VAST Data is announcing new AI database software as part of its upcoming mega data platform, revealing how data storage and the database itself have been converged into a single platform.
Its data platform suite, which has been compared to the concepts of former supercomputing outfit Thinking Machines, is based on its NAS DataStore, VastOS storage software and single-tier QLC flash certified hardware base with data catalog software.
The platform will ultimately be composed of its existing hardware, OS and Data Catalog. VAST is currently adding the DataBase part and developing the DataEngine part – the eventual compute layer. The “storage-database hybrid” platform will only be complete when the DataEngine software component arrives next year.

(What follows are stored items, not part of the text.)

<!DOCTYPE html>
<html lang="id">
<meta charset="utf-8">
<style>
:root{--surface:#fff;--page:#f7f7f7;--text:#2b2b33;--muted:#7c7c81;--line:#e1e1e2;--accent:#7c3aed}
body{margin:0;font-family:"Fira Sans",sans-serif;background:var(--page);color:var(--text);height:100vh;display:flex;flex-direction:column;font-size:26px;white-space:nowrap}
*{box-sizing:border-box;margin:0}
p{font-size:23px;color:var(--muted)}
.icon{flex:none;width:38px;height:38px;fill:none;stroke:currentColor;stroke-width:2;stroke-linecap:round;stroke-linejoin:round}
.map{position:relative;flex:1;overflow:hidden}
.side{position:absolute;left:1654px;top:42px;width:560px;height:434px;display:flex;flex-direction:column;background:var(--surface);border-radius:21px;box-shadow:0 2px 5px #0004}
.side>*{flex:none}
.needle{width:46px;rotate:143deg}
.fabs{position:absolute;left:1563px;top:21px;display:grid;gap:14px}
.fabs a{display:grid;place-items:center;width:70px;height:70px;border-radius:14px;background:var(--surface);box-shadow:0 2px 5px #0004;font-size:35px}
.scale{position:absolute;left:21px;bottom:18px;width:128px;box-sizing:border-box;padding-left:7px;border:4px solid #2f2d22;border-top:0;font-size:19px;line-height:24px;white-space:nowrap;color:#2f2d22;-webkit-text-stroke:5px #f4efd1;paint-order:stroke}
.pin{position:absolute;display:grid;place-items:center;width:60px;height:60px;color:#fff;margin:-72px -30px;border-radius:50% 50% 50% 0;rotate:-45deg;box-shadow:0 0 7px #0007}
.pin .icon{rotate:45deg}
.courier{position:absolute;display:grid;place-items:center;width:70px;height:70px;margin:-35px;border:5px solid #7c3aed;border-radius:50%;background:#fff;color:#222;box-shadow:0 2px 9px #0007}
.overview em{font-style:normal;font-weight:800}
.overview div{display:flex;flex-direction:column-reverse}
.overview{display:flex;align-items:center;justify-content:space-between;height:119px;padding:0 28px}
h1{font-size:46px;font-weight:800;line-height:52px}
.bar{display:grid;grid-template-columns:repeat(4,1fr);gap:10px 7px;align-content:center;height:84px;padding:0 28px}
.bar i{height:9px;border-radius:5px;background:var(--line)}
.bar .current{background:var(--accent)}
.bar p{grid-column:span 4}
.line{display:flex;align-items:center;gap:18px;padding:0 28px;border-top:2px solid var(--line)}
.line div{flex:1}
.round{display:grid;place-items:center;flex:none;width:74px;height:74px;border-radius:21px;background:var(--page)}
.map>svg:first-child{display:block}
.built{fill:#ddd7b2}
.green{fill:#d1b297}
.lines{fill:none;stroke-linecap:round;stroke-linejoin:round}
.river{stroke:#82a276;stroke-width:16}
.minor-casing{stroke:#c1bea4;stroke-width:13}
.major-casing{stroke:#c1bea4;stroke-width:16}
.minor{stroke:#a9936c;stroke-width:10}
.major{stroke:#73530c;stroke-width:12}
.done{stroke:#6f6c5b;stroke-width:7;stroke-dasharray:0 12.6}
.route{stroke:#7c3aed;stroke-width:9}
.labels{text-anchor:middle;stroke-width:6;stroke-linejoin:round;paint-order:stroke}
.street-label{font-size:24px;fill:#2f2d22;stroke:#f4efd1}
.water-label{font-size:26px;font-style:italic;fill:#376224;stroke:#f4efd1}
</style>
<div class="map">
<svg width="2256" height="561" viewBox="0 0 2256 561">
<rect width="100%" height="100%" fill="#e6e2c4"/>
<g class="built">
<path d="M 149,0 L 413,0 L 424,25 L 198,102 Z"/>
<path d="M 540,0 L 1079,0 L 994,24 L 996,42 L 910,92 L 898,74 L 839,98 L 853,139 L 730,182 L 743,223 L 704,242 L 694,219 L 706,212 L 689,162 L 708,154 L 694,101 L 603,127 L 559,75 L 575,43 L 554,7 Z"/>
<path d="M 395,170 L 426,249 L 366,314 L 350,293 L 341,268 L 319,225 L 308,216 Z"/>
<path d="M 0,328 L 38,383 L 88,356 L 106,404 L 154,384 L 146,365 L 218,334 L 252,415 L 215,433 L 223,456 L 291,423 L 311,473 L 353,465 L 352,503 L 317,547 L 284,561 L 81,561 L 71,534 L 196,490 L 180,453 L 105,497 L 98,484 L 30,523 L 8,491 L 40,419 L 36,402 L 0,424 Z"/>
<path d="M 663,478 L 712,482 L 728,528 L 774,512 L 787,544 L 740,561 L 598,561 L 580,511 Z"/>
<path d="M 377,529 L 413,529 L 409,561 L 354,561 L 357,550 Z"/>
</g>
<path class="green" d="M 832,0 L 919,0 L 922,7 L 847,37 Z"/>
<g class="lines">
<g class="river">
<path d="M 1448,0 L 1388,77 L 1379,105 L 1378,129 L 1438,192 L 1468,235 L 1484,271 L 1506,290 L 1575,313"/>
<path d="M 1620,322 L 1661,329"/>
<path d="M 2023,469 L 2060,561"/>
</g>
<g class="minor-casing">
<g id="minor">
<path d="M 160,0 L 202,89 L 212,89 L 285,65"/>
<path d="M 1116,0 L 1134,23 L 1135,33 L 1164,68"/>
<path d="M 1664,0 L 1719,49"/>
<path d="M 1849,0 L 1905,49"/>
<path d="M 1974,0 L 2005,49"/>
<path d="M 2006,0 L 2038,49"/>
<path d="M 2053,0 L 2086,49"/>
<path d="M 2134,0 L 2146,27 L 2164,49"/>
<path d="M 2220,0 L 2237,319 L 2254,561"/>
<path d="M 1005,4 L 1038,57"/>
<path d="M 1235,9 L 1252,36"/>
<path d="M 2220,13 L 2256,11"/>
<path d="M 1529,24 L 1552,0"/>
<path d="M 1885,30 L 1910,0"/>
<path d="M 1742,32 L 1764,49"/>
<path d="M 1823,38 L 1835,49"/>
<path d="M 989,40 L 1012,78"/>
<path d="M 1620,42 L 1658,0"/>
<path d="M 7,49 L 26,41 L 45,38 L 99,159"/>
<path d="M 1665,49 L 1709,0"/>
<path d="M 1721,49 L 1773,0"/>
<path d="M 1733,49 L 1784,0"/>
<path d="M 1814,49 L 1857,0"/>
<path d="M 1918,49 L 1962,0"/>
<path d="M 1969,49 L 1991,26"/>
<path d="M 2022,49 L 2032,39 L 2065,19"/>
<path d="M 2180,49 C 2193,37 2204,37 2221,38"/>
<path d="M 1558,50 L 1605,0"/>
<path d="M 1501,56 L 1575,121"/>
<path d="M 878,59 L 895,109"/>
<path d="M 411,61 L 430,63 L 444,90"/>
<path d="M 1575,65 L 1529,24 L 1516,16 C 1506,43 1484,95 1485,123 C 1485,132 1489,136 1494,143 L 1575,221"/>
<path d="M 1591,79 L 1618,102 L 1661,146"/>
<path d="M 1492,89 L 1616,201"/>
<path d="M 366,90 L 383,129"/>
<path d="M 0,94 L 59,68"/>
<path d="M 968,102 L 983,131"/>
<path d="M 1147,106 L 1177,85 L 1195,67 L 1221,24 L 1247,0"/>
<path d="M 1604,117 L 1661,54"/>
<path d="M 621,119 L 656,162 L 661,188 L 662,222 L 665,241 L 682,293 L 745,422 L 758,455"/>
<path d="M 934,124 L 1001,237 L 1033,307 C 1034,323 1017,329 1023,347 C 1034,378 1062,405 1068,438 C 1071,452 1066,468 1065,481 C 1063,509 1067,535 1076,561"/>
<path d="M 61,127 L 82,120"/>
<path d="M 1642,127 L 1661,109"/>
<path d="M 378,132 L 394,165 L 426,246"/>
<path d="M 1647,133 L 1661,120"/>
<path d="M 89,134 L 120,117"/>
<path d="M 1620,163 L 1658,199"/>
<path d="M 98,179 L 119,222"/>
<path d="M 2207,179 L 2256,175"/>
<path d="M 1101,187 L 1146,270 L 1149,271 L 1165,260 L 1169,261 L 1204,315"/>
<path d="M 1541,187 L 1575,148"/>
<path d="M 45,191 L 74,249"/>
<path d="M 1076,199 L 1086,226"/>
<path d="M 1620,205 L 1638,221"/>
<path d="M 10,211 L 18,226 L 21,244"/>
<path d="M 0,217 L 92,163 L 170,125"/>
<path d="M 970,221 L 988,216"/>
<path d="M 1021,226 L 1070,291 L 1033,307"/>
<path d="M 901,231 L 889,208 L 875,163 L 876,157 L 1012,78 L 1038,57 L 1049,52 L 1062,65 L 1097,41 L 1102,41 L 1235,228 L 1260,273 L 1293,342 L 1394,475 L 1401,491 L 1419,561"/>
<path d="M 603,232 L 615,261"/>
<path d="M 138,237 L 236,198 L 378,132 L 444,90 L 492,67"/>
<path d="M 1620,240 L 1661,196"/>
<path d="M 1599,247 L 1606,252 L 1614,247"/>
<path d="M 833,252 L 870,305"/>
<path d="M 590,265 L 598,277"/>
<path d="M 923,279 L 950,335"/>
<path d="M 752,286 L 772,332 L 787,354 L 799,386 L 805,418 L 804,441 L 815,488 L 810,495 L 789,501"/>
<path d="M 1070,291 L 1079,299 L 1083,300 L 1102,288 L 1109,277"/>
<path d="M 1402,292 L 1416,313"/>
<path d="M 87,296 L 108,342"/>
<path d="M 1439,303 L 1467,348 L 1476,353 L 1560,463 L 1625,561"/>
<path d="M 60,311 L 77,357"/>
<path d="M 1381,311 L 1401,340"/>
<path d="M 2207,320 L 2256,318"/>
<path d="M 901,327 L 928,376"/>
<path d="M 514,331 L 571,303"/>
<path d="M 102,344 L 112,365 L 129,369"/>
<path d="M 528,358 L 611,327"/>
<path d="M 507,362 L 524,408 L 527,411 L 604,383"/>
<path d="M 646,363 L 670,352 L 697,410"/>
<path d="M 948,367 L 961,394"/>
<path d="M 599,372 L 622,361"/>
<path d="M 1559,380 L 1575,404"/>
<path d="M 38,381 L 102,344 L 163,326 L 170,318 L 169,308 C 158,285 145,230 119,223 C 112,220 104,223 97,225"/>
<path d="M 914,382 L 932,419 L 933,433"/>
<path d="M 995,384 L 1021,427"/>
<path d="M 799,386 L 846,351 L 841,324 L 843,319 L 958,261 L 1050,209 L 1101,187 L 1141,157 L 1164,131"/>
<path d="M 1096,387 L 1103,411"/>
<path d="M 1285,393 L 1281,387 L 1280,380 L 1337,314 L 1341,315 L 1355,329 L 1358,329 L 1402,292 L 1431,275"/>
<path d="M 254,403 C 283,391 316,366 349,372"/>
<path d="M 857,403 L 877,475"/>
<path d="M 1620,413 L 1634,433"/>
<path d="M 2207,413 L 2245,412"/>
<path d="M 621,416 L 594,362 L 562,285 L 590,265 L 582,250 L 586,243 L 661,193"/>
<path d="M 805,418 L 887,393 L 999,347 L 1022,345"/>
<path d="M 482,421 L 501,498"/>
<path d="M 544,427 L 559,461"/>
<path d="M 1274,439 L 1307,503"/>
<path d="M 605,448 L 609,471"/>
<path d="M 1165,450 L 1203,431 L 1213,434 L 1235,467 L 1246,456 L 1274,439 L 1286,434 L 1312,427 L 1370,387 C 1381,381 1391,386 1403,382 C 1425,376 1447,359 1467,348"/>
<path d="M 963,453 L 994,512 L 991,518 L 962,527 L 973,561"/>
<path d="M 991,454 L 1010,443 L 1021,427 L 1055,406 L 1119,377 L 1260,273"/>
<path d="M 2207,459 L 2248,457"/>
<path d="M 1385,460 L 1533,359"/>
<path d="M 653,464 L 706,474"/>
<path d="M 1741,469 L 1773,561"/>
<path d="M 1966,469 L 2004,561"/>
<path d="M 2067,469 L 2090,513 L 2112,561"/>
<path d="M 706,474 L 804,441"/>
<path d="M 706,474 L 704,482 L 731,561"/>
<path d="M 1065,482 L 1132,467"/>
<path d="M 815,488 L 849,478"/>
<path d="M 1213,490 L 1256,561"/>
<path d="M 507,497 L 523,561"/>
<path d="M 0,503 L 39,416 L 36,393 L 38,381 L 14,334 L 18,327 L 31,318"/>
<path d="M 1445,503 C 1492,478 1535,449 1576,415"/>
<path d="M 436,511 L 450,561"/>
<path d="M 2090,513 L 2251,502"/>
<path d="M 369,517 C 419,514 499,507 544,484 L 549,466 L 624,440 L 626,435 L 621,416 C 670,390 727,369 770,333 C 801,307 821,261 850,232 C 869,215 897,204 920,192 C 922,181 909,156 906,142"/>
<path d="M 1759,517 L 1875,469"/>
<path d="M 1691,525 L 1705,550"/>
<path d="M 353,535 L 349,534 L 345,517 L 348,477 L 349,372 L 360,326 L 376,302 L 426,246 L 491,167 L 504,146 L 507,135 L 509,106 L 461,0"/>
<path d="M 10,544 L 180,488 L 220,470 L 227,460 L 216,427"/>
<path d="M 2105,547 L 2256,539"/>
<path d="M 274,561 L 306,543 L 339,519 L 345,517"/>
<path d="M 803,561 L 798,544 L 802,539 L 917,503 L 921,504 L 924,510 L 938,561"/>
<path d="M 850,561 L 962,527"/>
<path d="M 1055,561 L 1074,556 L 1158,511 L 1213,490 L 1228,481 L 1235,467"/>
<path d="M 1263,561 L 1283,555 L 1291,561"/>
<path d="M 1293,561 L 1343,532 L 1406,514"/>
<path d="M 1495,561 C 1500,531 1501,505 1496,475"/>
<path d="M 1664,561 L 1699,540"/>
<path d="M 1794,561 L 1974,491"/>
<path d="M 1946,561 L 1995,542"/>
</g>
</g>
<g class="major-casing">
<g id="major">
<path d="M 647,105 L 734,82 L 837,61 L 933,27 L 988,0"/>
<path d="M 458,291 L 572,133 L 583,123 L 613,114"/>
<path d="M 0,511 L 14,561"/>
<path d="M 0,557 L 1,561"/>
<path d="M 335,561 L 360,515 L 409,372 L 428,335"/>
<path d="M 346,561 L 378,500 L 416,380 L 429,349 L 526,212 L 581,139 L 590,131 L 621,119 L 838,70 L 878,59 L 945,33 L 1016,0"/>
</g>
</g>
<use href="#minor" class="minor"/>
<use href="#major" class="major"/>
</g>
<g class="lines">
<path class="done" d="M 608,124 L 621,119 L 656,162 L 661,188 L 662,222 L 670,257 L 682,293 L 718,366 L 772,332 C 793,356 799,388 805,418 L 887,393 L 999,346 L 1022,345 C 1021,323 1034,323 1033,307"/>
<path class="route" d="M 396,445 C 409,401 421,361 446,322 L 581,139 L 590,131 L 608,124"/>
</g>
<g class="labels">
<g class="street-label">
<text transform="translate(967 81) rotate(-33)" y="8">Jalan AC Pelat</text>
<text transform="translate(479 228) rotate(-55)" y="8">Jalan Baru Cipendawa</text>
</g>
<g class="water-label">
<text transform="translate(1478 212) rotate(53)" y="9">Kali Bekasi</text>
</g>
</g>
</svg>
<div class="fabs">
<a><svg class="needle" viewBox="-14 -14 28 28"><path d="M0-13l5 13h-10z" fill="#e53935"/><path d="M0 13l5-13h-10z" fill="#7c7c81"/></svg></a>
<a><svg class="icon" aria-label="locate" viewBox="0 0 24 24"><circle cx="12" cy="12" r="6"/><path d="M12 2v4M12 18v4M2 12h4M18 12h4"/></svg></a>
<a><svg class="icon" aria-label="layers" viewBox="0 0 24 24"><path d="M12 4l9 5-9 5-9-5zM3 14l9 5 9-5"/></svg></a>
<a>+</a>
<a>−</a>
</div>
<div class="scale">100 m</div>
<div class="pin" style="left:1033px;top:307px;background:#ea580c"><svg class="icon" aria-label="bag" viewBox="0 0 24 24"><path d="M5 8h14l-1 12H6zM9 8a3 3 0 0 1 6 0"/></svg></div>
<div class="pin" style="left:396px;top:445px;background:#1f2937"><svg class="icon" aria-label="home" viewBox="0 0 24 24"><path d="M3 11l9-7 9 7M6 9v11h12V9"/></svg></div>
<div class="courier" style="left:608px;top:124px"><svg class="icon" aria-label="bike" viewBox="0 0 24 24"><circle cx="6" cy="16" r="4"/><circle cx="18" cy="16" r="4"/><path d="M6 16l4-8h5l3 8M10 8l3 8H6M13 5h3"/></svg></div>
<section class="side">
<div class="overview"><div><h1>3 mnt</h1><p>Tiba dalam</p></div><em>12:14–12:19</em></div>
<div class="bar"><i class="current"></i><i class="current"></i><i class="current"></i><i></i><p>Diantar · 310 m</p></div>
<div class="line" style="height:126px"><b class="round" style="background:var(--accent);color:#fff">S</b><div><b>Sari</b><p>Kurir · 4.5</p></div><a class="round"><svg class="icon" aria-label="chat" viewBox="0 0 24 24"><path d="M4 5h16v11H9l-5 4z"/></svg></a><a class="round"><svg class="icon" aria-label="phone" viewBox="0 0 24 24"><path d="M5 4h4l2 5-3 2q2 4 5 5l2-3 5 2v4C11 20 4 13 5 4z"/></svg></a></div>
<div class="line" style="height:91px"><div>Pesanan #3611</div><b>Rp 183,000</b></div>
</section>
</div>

Renen Hallak, VAST CEO and co-founder, said: “We’ve been working toward this moment since our first days, and we’re incredibly excited to unveil the world’s first data platform built from the ground up for the next generation of AI-driven discovery.”
The VAST DataBase is a combined transactional and analytical database with a scalable and ACID-transactional distributed design, with an exabyte-scale columnar data structure optimized for flash. VAST says it is architected for rapid data capture and aggregates the features of a standard database, data warehouse and data lake.
The company is developing VAST DataEngine by adding application triggers and Python-based functions natively into the VAST Data Platform. The intent is to make it a global function execution engine.
This DataEngine will operate on the VAST DataStore with real-time streams of rich content, IOT data, and text. The software will make decisions by correlating all of a VAST storage fleet’s metadata, accessing at all the fleet’s global locations and including archive data.
VAST claims a global federation of machines will compute on a global collection of data to discover the greatest insights with the greatest infrastructure efficiency. There will be a global namespace, a DataSpace, “that permits every location to store, retrieve and process data from any location with high performance.”
That is, the distributed VAST DataStore fleet will compute, rather than a single datacenter.
That includes the public cloud as the VAST OS is now available in AWS, Azure and the Google Cloud.
The DataEngine software operates within the DataSpace to create a mesh of computational resources (CPUs, GPUs and DPUs) that can move the data to compute (when compute has greater gravity) or compute to data (when data has more gravity).
As our sister publication The Next Platform notes, AI workloads need enormous amounts of data to build models, an enormous amount of compute to run inference on new data as it enters the model, plus a lot of performance grunt. As “all of this puts tremendous pressure on the storage system to deliver information.” Vast Data says its Universal Storage, a disaggregated shared nothing implementation of NFS that has a very fine-grained quasi-object store underneath it, can handle this.
VAST says its DataStore will understand natural data by embedding a queryable semantic layer into the data itself. It will continuously and recursively compute on data in real-time, evolving with each interaction.
Hallak said: “Encapsulating the ability to create and catalog understanding from natural data on a global scale, we’re consolidating entire IT infrastructure categories to deliver a recursively computing thinking machine to drive new discoveries that were previously unthinkable. With the VAST Data Platform, we are democratizing the data infrastructure of artificial intelligence to reimagine a world that discovers at an ever-accelerating pace.”
Hallak believes a future AI system might go further in synthesizing and learning from data than today’s large language models. This will need a platform that can ingest “the entire data spectrum of natural data – unstructured and structured data types in the form of video, imagery, free text, instrument data” which will be generated from all over the world and processed using real-time inference and constant, recursive AI model training.” This is where functions and the application triggers come in, as the VAST system generates new data which is used to trigger fresh processing routines.
The company’s’ DataBase product is available now, with some customers already using it in production. The DataEngine will become available in the early part of 2024.